[Data records]
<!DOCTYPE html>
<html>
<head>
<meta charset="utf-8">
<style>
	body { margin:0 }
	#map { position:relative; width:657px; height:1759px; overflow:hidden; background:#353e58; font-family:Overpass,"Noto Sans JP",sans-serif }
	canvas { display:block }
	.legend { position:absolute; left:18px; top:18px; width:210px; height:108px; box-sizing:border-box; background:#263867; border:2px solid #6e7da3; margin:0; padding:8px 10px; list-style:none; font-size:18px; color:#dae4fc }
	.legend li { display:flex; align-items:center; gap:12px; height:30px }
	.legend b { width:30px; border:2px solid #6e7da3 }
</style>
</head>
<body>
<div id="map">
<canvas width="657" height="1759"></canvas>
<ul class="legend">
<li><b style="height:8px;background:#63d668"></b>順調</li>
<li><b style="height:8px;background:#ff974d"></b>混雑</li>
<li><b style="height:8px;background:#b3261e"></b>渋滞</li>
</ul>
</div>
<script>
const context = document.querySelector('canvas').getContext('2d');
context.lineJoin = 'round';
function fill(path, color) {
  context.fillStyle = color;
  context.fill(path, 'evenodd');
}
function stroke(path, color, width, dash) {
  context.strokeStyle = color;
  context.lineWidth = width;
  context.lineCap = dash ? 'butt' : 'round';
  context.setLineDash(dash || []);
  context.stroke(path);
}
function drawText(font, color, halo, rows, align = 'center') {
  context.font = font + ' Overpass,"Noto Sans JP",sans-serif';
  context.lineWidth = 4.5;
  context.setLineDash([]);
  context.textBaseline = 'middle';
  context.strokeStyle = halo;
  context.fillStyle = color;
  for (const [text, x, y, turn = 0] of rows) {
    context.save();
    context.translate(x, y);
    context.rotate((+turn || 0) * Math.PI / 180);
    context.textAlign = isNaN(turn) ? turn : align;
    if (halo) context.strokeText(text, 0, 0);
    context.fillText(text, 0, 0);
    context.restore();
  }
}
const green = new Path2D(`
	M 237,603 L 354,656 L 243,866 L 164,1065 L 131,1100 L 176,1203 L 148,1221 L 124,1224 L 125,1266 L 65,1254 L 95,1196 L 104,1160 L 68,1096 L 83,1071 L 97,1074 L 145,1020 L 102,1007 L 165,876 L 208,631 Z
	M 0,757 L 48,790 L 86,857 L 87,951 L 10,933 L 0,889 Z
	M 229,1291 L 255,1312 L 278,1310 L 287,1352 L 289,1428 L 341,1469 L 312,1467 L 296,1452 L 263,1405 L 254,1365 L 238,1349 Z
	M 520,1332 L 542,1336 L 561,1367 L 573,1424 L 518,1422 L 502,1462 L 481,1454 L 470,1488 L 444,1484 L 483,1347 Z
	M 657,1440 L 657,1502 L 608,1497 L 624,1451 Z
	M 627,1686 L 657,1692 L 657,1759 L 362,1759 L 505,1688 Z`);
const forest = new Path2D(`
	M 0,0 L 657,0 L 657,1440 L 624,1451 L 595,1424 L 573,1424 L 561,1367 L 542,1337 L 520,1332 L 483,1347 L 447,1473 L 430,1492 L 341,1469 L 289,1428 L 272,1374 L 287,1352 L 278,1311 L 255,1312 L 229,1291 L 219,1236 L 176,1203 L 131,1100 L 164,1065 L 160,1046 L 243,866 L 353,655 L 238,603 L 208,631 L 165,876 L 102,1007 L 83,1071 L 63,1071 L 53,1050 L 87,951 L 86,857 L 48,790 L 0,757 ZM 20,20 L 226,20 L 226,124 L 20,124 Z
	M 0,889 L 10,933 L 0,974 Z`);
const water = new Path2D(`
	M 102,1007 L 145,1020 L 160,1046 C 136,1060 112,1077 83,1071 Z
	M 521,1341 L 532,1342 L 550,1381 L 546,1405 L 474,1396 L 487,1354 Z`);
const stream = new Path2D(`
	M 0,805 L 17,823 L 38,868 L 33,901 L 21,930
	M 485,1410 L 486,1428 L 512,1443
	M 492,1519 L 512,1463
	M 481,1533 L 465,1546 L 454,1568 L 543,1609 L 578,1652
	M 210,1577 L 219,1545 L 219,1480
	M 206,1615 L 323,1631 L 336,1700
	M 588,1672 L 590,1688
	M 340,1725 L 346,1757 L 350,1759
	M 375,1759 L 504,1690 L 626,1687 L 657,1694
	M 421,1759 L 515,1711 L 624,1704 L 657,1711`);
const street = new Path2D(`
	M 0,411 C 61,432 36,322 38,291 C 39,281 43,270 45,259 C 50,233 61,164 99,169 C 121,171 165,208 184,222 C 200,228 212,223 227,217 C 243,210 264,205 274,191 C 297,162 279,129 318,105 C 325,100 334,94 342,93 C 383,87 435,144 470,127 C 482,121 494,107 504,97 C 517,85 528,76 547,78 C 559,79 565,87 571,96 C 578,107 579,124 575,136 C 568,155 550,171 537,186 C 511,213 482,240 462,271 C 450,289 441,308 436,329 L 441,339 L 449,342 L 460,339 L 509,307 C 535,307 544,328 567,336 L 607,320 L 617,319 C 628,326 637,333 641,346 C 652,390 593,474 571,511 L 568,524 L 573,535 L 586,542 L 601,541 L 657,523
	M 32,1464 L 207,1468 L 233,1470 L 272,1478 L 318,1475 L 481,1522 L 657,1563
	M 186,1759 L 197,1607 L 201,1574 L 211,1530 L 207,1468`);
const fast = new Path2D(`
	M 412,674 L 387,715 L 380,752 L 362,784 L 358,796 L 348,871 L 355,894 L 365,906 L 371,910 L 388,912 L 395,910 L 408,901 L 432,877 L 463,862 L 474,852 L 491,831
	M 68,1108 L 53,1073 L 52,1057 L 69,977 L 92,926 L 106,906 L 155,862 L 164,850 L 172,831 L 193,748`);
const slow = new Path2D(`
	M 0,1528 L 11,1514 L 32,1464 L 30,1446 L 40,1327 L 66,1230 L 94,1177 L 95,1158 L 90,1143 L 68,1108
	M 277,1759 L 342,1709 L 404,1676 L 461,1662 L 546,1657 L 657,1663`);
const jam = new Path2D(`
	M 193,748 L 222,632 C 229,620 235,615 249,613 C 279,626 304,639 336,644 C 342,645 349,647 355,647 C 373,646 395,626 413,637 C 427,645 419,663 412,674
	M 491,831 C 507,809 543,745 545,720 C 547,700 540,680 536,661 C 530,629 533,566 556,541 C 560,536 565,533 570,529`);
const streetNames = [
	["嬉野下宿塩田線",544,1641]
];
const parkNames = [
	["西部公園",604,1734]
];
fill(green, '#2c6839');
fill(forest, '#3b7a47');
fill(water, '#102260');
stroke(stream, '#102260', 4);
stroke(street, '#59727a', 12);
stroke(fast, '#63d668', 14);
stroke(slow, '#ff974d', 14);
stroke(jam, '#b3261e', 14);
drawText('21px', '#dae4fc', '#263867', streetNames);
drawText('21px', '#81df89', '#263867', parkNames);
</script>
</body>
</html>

WHAT THE TASK REQUIRES: Copy all lines of the records in which the string "lineWidth" can be found.

FINAL ANSWER:
  context.lineWidth = width;
  context.lineWidth = 4.5;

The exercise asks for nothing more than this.